Exercise details
In how many lines of the records does "water" appear? Answer with one number.

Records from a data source
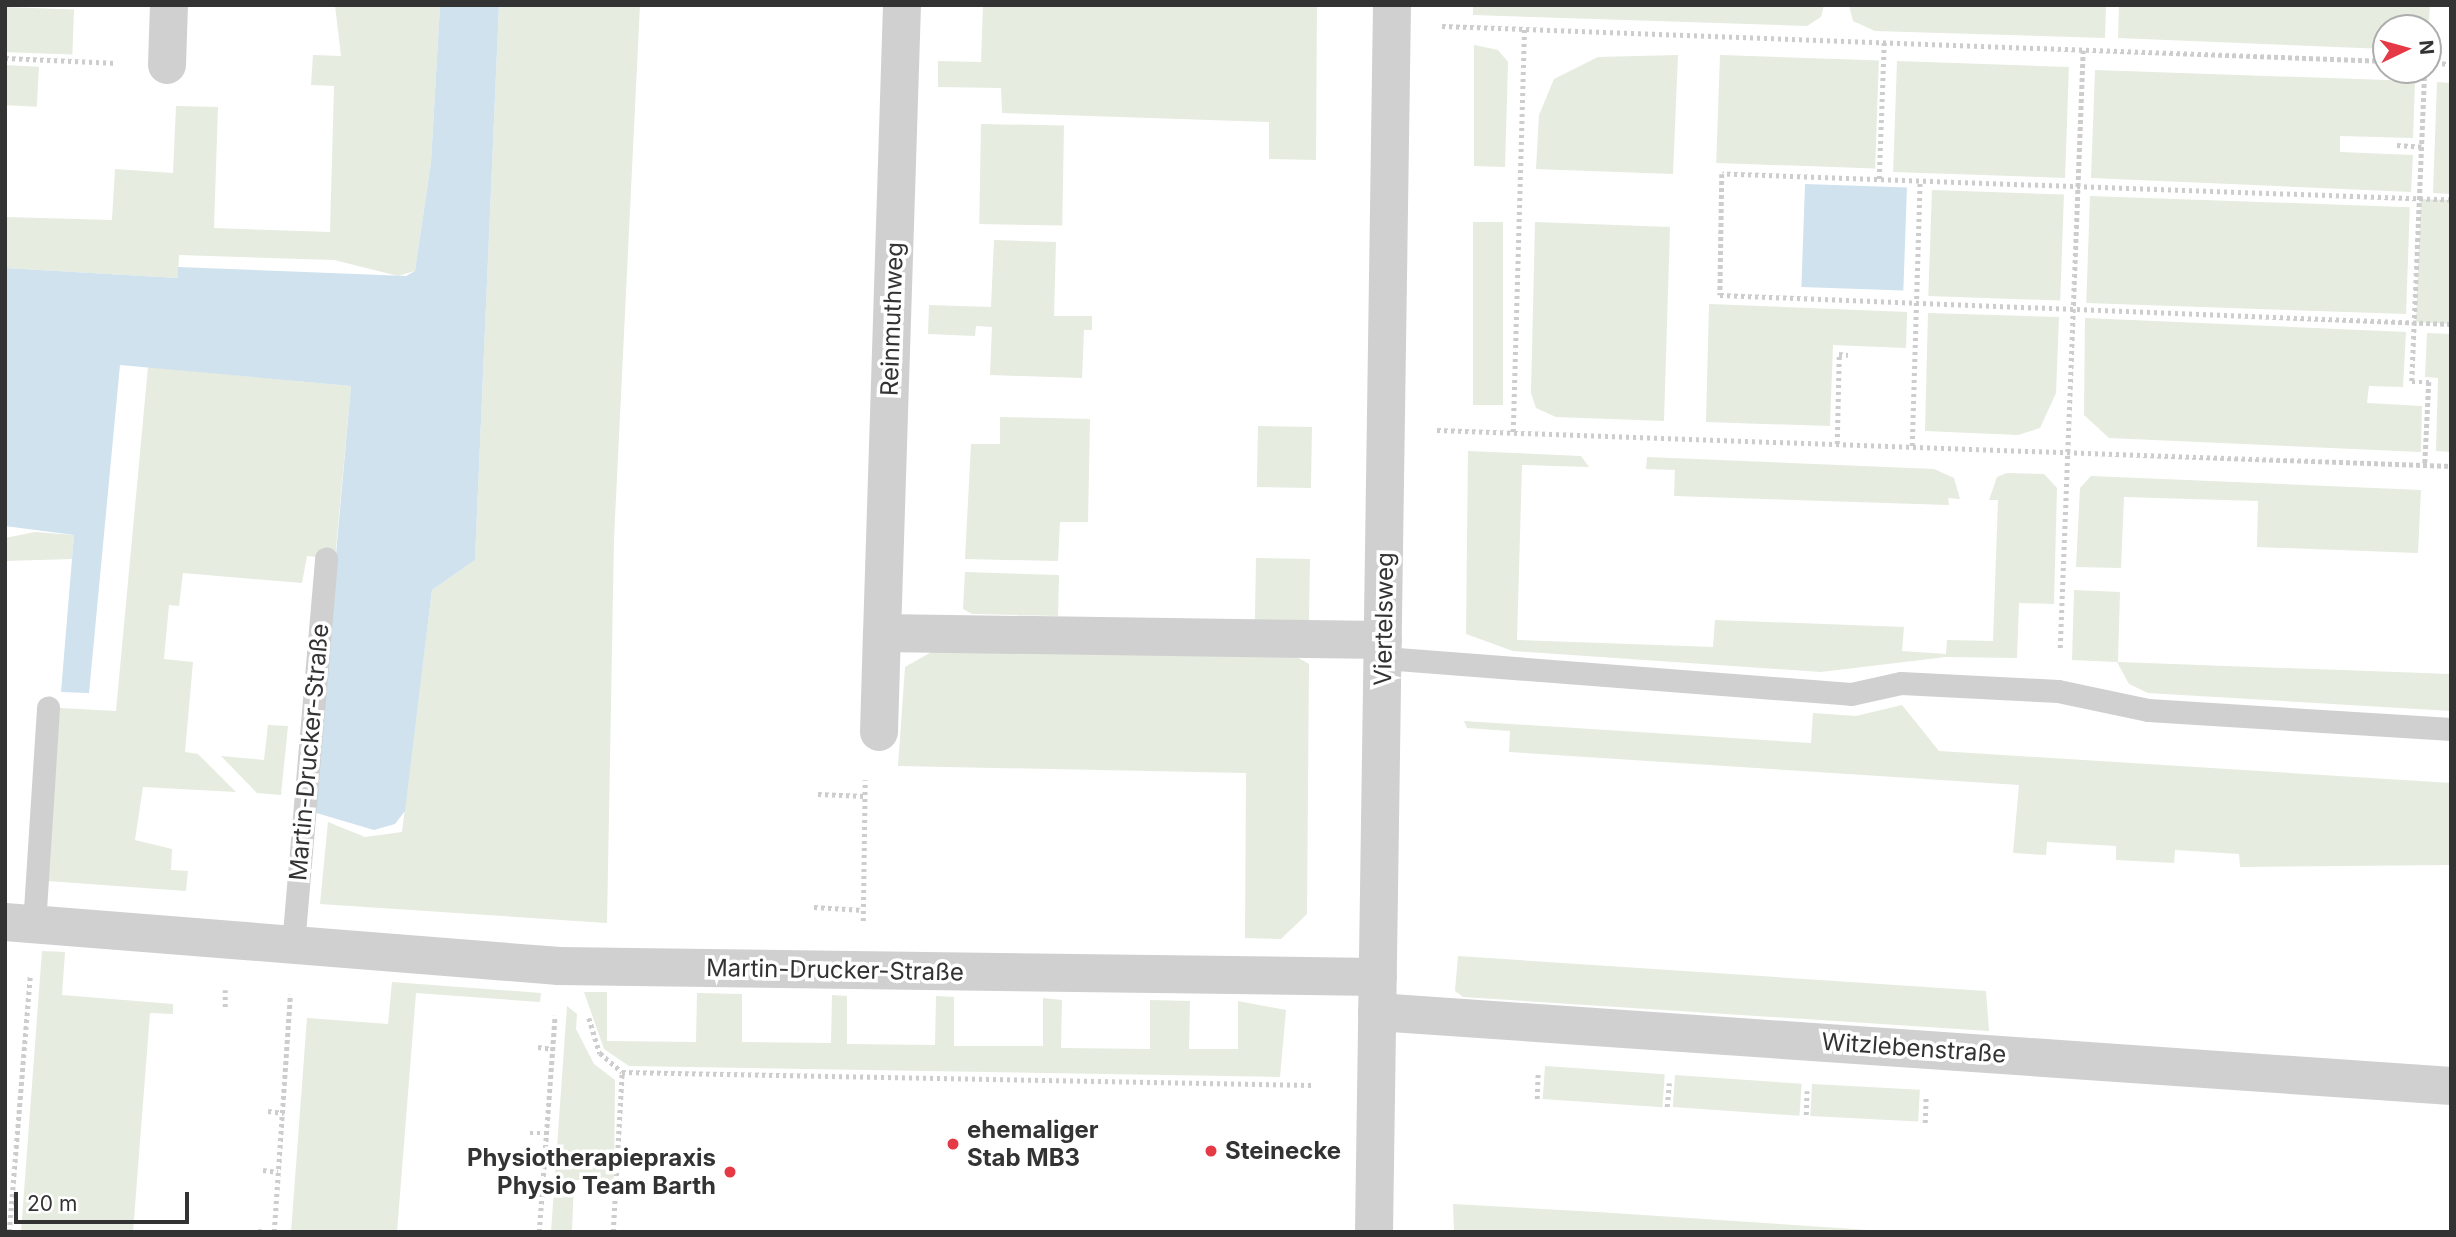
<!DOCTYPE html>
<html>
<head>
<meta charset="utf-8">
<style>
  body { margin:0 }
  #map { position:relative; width:2456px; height:1237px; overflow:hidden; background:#fff; font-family:Inter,sans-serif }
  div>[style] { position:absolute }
  .green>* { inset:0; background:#e6ecdf; transform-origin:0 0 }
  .water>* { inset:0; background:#cfe2ee; transform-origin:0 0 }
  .path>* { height:4.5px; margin-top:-2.25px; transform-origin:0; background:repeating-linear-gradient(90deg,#cdcdcd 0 3.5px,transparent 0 7px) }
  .lane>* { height:23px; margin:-11.5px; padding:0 11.5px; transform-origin:11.5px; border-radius:11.5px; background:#d0d0d0 }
  .street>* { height:38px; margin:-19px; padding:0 19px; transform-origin:19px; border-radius:19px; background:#d0d0d0 }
  .dots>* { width:19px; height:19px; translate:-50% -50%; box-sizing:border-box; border:4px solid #fff; border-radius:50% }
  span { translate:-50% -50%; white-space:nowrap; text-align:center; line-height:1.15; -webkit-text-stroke:7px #fff; paint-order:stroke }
  .street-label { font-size:24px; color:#333 }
  .poi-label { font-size:24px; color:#333; font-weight:700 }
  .left { translate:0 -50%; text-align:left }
  .right { translate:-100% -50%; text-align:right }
  .frame { position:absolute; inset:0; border:7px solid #333; pointer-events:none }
  .north { position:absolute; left:2372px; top:14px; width:70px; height:70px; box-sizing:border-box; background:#fff; border:2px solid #adadad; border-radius:50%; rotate:85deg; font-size:19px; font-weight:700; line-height:28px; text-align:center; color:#333 }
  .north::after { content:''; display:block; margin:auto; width:24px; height:32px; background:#e63946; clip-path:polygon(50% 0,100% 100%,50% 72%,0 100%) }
  .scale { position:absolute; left:14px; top:1192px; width:175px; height:32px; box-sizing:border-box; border:4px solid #333; border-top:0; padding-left:9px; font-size:21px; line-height:24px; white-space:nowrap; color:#333; -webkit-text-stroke:5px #fff; paint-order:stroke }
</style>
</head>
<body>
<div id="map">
  <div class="green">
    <div style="clip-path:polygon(335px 5px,440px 5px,431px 162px,415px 271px,398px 276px,334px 260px,179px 255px,178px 278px,5px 268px,5px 217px,112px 220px,115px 169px,173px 173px,176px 106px,218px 107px,214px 228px,330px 232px,334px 86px,311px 85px,313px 55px,341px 56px)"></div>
    <div style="clip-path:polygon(499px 5px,640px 5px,614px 539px,607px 923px,320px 904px,328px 822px,365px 837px,402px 832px,432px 590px,475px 560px)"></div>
    <div style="clip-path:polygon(983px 5px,1317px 5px,1316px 160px,1269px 159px,1269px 122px,1002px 113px,1001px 88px,938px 87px,938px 61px,981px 62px)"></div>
    <div style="clip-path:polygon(1473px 5px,1824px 5px,1821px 17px,1807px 26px,1473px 15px)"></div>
    <div style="clip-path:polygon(1849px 5px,2106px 5px,2105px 38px,1875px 31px,1853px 21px)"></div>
    <div style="clip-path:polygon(2119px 5px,2430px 5px,2428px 35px,2428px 28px,2386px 28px,2386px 49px,2118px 38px)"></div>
    <div style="left:5px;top:7px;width:69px;height:45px;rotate:2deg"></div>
    <div style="clip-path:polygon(1474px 45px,1498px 50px,1508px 62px,1505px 167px,1474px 166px)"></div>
    <div style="clip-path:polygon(1678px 55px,1673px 174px,1536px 169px,1539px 115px,1554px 79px,1598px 57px)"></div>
    <div style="left:1720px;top:55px;width:159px;height:108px;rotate:2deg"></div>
    <div style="left:1897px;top:61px;width:172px;height:111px;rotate:2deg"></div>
    <div style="left:5px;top:65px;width:34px;height:40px;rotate:3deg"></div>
    <div style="clip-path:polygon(2095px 70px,2415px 81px,2413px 138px,2340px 136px,2340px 152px,2413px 155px,2411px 192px,2091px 178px)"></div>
    <div style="clip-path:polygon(2437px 82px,2451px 83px,2451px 194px,2433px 193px)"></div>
    <div style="left:981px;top:124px;width:83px;height:100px;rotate:1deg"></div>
    <div style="left:1932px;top:190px;width:132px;height:106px;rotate:2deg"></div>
    <div style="left:2090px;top:196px;width:320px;height:107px;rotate:2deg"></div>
    <div style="clip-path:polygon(2421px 199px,2451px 200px,2451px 324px,2416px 322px)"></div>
    <div style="left:1473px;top:222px;width:30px;height:183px"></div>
    <div style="clip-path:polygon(1535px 222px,1670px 227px,1664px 421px,1556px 417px,1536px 408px,1531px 393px)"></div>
    <div style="clip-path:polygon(994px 240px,1056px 242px,1054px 316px,1092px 316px,1092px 330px,1084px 330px,1082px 378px,990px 375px,992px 327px,976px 326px,975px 336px,928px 334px,929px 305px,991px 307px)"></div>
    <div style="clip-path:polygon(1709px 304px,1907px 312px,1906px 348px,1833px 345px,1830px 426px,1706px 422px)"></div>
    <div style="clip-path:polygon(1928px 313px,2059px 317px,2056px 393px,2040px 428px,2018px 435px,1925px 431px)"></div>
    <div style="clip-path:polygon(2085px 318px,2406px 332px,2403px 387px,2369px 386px,2367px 403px,2422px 406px,2421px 452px,2109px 438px,2084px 415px)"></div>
    <div style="clip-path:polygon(2427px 333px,2451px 334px,2451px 452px,2436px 451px,2438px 378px,2425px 377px)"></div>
    <div style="clip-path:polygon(148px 367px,351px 386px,335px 559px,307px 556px,302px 583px,183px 573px,179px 606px,169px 605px,164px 659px,193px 662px,185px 752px,198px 754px,236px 792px,143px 787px,135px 840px,172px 849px,171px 870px,188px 871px,186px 891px,47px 881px,60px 708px,116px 711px)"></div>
    <div style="clip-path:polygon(1000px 417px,1090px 419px,1088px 522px,1060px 522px,1058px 561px,965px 559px,971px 444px,1000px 444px)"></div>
    <div style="left:1258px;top:426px;width:54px;height:61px;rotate:1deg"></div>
    <div style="clip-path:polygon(1468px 451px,1581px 456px,1589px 467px,1522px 465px,1517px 640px,1713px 647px,1715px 620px,1904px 627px,1902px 651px,1946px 654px,1947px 640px,1993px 641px,1998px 500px,1989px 500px,1997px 477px,2007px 473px,2044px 474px,2057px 488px,2054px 604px,2019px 603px,2017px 658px,1946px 657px,1821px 672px,1513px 651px,1466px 634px)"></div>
    <div style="clip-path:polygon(1647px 457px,1934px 469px,1954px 478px,1960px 499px,1948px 498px,1949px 505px,1674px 496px,1675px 470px,1646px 469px)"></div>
    <div style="clip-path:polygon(2091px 476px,2421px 490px,2418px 553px,2257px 547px,2258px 501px,2124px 497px,2121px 568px,2076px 567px,2080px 488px)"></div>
    <div style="clip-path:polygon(35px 532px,74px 535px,72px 559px,5px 561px,5px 538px)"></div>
    <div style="left:1256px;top:558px;width:54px;height:62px;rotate:1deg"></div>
    <div style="clip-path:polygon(965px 572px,1059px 575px,1058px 616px,972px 614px,963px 609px)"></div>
    <div style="clip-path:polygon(2074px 590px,2120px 592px,2118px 662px,2451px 674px,2451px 711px,2148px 693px,2129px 684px,2117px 662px,2072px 660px)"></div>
    <div style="clip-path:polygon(935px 650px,1295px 656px,1309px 664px,1307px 914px,1281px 939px,1245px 938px,1246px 773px,898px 766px,905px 667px)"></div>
    <div style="clip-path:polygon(1902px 705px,1939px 751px,2451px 783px,2451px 865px,2240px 867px,2239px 854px,2175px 850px,2174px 863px,2116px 860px,2116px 846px,2047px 842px,2046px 855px,2013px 853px,2019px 785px,1509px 752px,1510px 731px,1467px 728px,1464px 721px,1811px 743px,1813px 713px,1856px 716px)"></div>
    <div style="clip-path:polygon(268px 725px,288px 726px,281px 795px,257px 793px,221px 756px,264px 760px)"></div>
    <div style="clip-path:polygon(42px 951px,65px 952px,62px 995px,173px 1004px,173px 1014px,150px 1013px,133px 1232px,21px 1232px)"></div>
    <div style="clip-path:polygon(1458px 956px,1986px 991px,1989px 1031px,1463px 997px,1455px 991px)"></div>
    <div style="clip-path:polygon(392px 982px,541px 993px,540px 1002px,416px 993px,397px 1232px,291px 1232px,307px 1018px,388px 1024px)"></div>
    <div style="clip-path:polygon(584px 992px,607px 992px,607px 1041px,696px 1042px,697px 993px,742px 994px,742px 1042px,831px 1043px,832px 995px,847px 996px,847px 1044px,935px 1045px,936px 996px,954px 997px,954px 1046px,1043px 1046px,1043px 998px,1062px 1000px,1061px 1048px,1150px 1049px,1150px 1000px,1190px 1001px,1189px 1049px,1238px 1049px,1238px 1001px,1286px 1010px,1280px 1077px,629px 1066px,604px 1049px)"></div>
    <div style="clip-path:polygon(567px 1006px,577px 1014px,576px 1029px,594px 1064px,615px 1080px,614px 1181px,574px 1180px,572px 1232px,551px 1232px)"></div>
    <div style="left:1545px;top:1066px;width:120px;height:33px;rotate:4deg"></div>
    <div style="left:1675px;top:1075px;width:127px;height:32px;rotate:4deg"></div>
    <div style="left:1812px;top:1084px;width:108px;height:32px;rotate:3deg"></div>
    <div style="clip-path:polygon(1453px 1204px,1598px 1212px,1899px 1232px,1454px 1232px)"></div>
  </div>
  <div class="water">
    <div style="clip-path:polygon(440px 5px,499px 5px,475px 560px,432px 590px,405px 811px,395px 824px,374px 830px,313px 812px,351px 386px,120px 365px,89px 693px,61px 692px,74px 535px,5px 526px,5px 268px,178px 278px,178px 267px,406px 276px,415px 271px,431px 162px)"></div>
    <div style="left:1805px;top:184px;width:102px;height:103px;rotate:2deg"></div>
  </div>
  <div class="path">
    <div style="left:1442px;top:26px;width:945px;rotate:2.12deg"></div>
    <div style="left:5px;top:58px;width:112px;rotate:2.6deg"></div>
    <div style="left:2428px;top:63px;width:23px;rotate:2deg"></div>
    <div style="left:2425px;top:70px;width:312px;rotate:92.4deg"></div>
    <div style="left:2412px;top:382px;width:17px"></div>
    <div style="left:2429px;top:382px;width:83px;rotate:92.8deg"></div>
    <div style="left:2397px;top:145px;width:26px;rotate:4deg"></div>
    <div style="left:1879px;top:179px;width:137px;rotate:-87.9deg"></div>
    <div style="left:2451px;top:200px;width:729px;rotate:-177.96deg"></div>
    <div style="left:1722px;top:174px;width:121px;rotate:90.9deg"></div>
    <div style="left:1720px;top:295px;width:732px;rotate:2.27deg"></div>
    <div style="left:1437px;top:430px;width:1015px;rotate:2.03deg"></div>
    <div style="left:1513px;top:432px;width:403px;rotate:-88.4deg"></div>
    <div style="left:1837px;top:444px;width:90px;rotate:-88.7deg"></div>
    <div style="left:1839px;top:354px;width:9px;rotate:6deg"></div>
    <div style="left:1912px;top:446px;width:265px;rotate:-88.3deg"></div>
    <div style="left:2060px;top:648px;width:598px;rotate:-87.8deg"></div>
    <div style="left:818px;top:794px;width:47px;rotate:2.4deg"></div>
    <div style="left:814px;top:907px;width:49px;rotate:3.5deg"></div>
    <div style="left:863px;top:921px;width:141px;rotate:-89.2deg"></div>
    <div style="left:225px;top:1007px;width:17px;rotate:-90deg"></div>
    <div style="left:589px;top:1018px;width:37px;rotate:73deg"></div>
    <div style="left:600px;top:1053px;width:29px;rotate:41deg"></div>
    <div style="left:622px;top:1072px;width:690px;rotate:1.08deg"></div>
    <div style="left:538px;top:1047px;width:15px;rotate:8deg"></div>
    <div style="left:1537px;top:1099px;width:27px;rotate:-88deg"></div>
    <div style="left:1667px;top:1107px;width:24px;rotate:-85deg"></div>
    <div style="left:268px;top:1111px;width:16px;rotate:7deg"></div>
    <div style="left:1806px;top:1115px;width:24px;rotate:-88deg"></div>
    <div style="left:1925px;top:1123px;width:25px;rotate:-88deg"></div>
    <div style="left:530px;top:1133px;width:17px"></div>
    <div style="left:263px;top:1170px;width:15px;rotate:8deg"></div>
    <div style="left:526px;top:1184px;width:17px;rotate:3deg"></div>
    <div style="left:258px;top:1231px;width:8px;rotate:7deg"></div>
    <div style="left:9px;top:1232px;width:259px;rotate:-85.3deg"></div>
    <div style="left:274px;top:1232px;width:238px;rotate:-86.1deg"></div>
    <div style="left:539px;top:1232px;width:217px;rotate:-85.8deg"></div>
    <div style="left:613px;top:1232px;width:160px;rotate:-86.8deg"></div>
  </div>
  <div class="lane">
    <div style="left:1384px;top:658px;width:468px;rotate:4.4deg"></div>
    <div style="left:1851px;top:694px;width:51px;rotate:-12.4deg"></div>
    <div style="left:1901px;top:683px;width:157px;rotate:2.9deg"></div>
    <div style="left:2058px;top:691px;width:92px;rotate:11.9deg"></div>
    <div style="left:2148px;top:710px;width:304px;rotate:3.6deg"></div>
    <div style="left:34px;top:925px;width:218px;rotate:-86.3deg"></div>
    <div style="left:293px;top:945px;width:388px;rotate:-85.1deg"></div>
  </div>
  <div class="street">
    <div style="left:902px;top:5px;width:628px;rotate:91.82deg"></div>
    <div style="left:882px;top:633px;width:501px;rotate:0.8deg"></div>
    <div style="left:167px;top:65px;width:60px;rotate:-88.1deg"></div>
    <div style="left:879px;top:732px;width:99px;rotate:-88.3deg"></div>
    <div style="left:5px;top:922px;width:556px;rotate:4.54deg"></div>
    <div style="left:559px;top:966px;width:819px;rotate:0.77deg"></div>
    <div style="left:1377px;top:1012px;width:1077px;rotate:3.94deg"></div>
    <div style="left:1374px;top:1232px;width:1227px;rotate:-89.16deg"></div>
  </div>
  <div class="dots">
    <div style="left:953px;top:1144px;background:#e63946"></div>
    <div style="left:1211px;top:1151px;background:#e63946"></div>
    <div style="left:730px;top:1172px;background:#e63946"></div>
  </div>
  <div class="street-label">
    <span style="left:892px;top:319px;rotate:-88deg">Reinmuthweg</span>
    <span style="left:1384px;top:619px;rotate:-89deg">Viertelsweg</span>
    <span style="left:309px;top:752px;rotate:-85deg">Martin-Drucker-Straße</span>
    <span style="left:835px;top:970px;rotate:1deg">Martin-Drucker-Straße</span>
    <span style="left:1914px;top:1048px;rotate:4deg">Witzlebenstraße</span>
  </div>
  <div class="poi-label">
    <span class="left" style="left:967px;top:1144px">ehemaliger<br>Stab MB3</span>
    <span class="left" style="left:1225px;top:1151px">Steinecke</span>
    <span class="right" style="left:716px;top:1172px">Physiotherapiepraxis<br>Physio Team Barth</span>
  </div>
  <div class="frame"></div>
  <div class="north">N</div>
  <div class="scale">20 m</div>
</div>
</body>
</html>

Exercise result
2